Hi Mike and others, I hope you are all doing great.
I have a statistics-related question. Regarding analysis type 2a (and 2b), I would like to use the extracted mean power value as Y-variable in a mixed model. However, as I have different mean power values per brain region (3 brain regions) and per frequency band (3 conditions), I am contemplating whether I should use 3 mixed models (per brain region) or 9 mixed models (per brain region, per condition).

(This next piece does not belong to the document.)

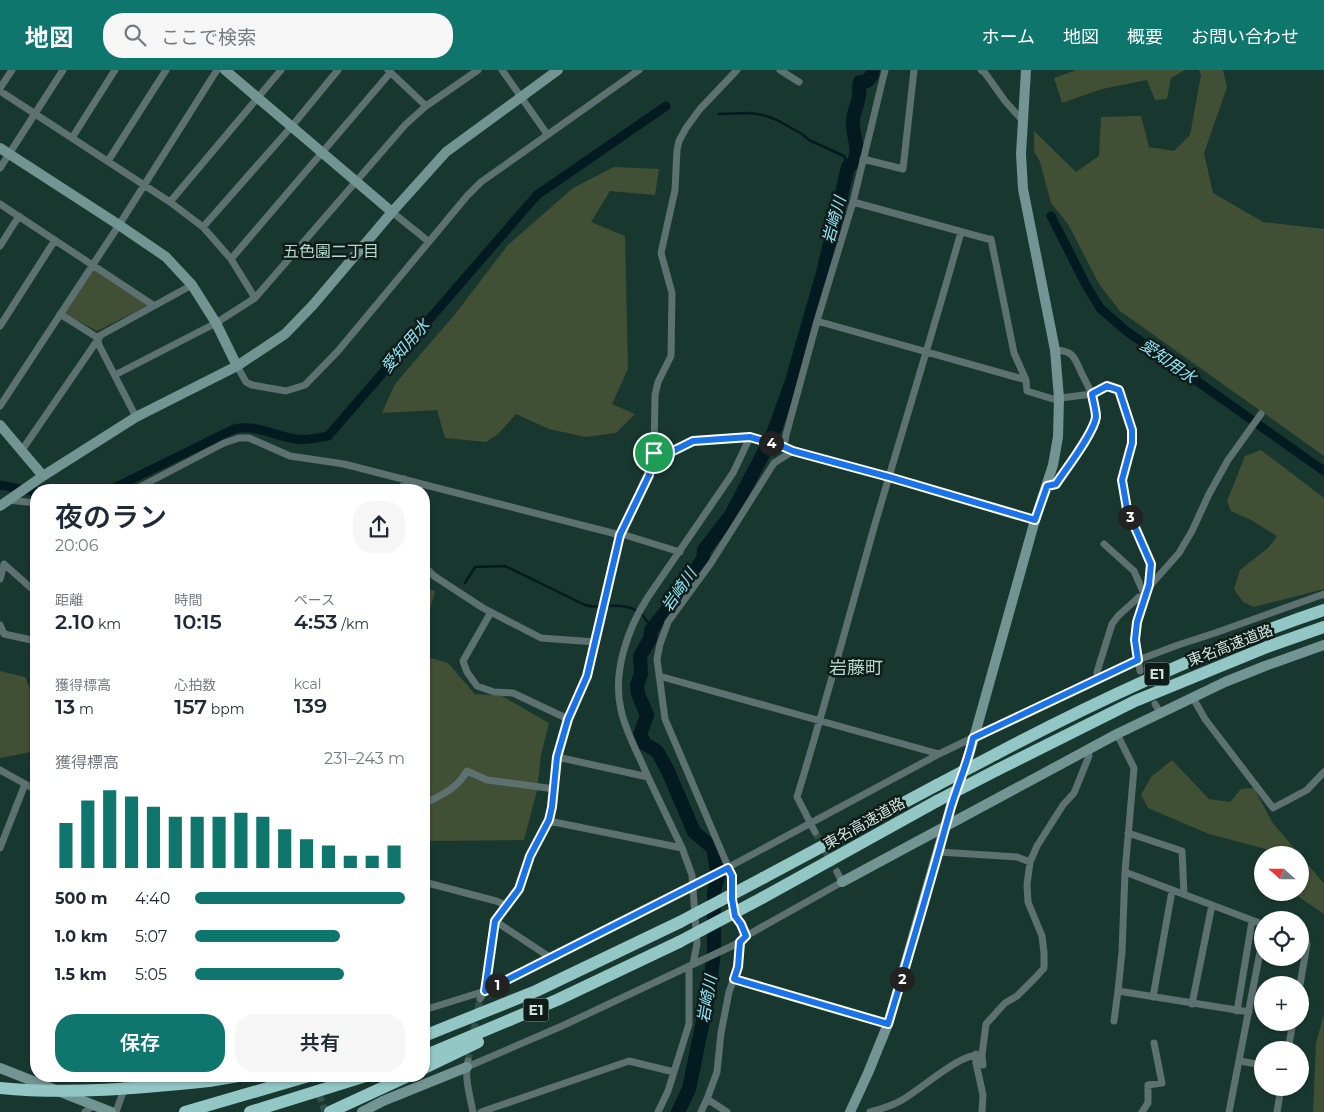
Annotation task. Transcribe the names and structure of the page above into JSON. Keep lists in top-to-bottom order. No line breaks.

Any help would be appreciated
Hi Sybren. Normally it’s better to include all relevant factors into one model. That helps correctly divvy up the variance while also controlling for multiple comparisons (in this case, multiple models).

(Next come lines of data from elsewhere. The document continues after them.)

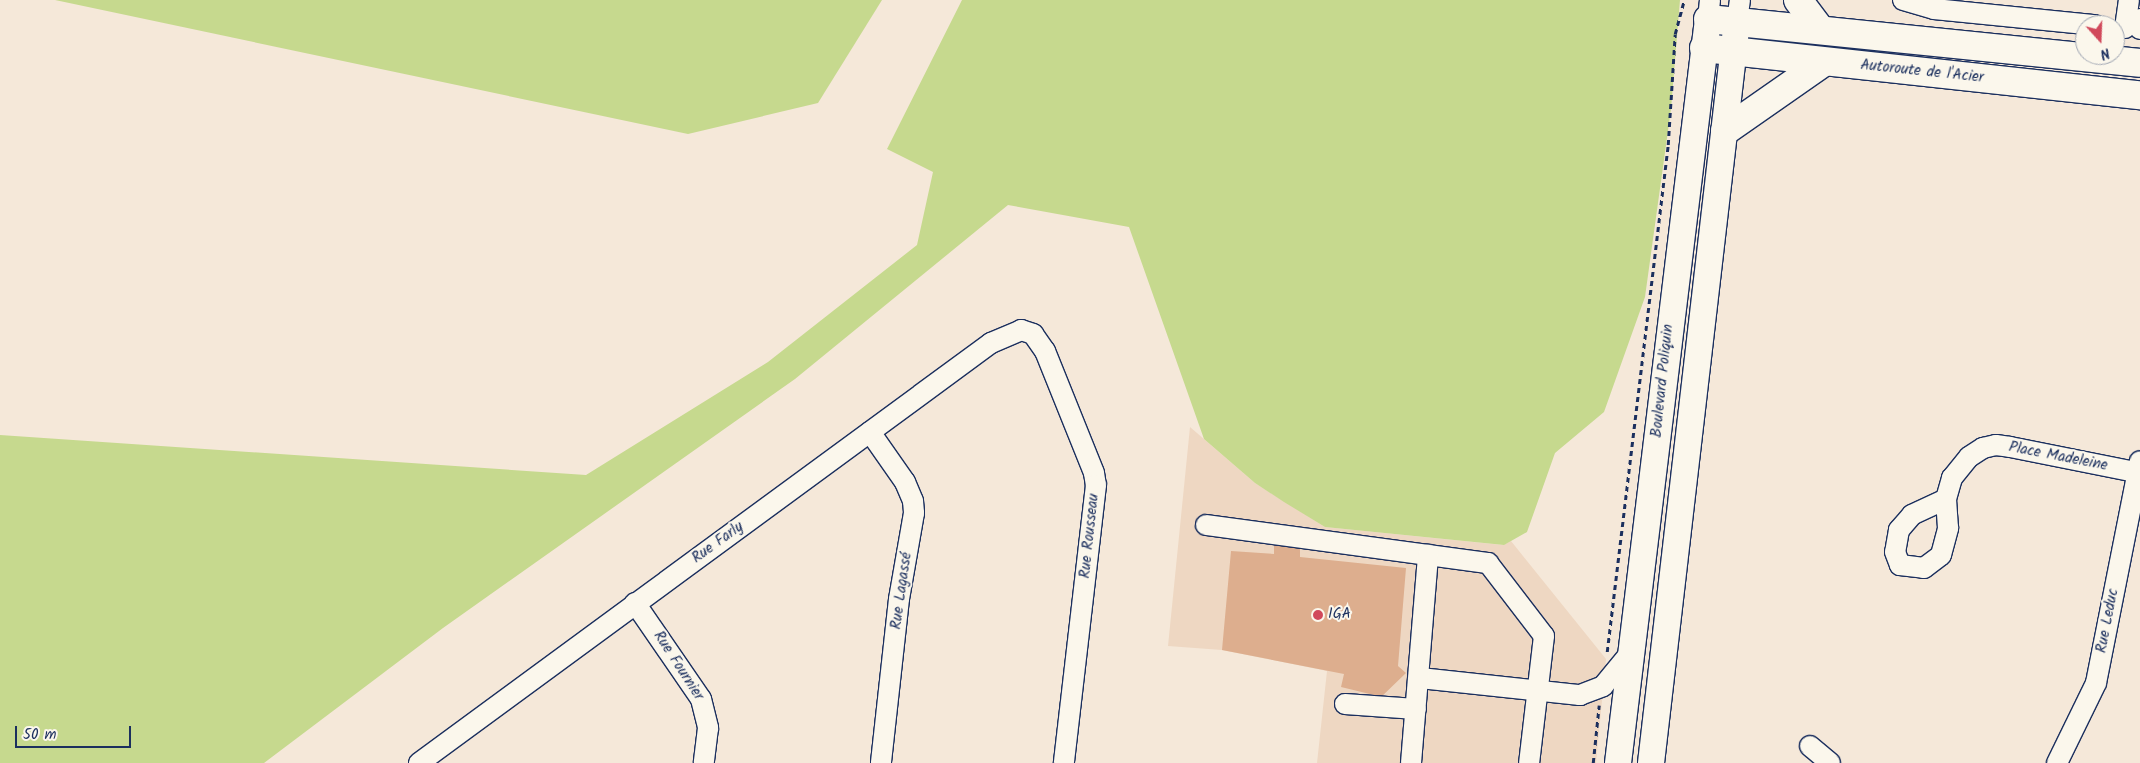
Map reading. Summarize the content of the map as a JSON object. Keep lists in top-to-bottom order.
{
  "streets": {
    "highway": ["Autoroute de l'Acier"],
    "main road": ["Boulevard Poliquin"],
    "street": [
      "Place Madeleine",
      "Rue Rousseau",
      "Rue Farly",
      "Rue Lagassé",
      "Rue Leduc",
      "Rue Fournier"
    ]
  },
  "crossings": [
    ["Autoroute de l'Acier", "Boulevard Poliquin"],
    ["Place Madeleine", "Rue Leduc"],
    ["Rue Rousseau", "Rue Farly"],
    ["Rue Farly", "Rue Lagassé"],
    ["Rue Farly", "Rue Fournier"]
  ],
  "places": ["IGA"],
  "scale_bar": "50 m",
  "north": "bottom"
}
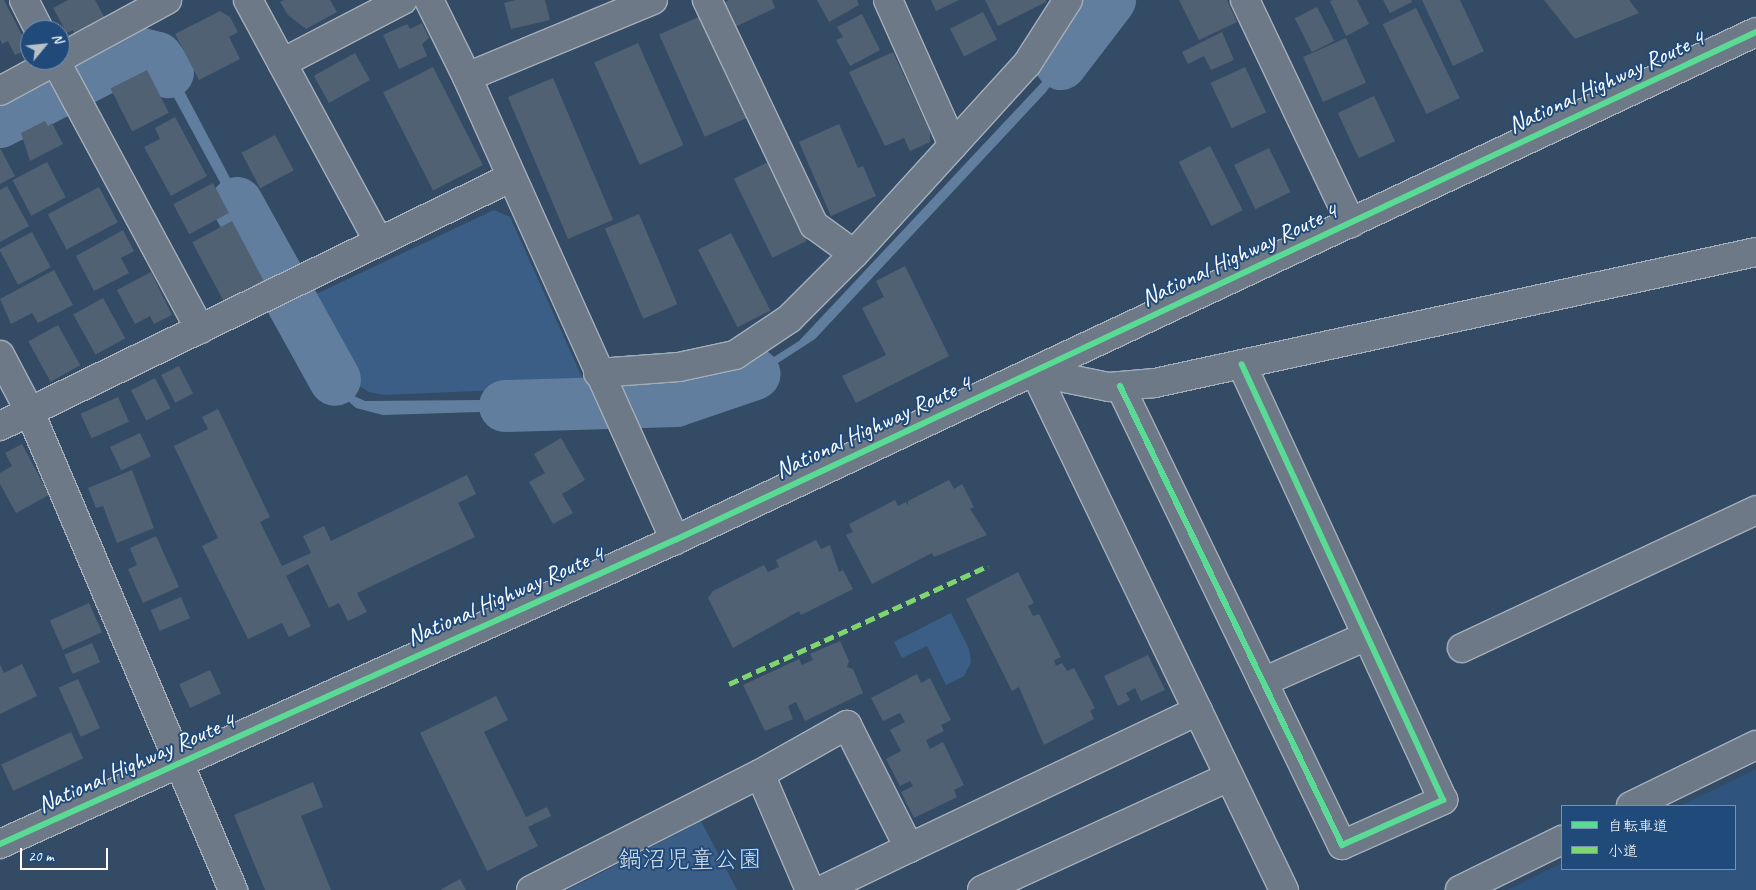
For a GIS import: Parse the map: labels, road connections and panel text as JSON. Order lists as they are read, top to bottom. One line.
{"streets":{"main road":["National Highway Route 4"]},"parks":["鍋沼児童公園"],"legend":["自転車道","小道"],"scale_bar":"20 m","north":"top right"}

However, complicated models may be poorly estimated if there isn’t “enough” data (and yeah, how much is “enough”??), which would present an argument for having simpler models with fewer parameters that are easier to fit.
Also keep in mind that you cannot compare effects across models. So if each condition has its own model, then it’s not possible to say whether there is an effect of condition.
So I can’t really give you specific advice, but my general advice is to include as many factors as reasonable into one model, so that you have fewer models overall.
Finally, this question isn’t specific to EEG processing; it’s about statistical modeling more generally. It might be a good idea to ask the advice of a stats person who specializes in mixed-effects modeling.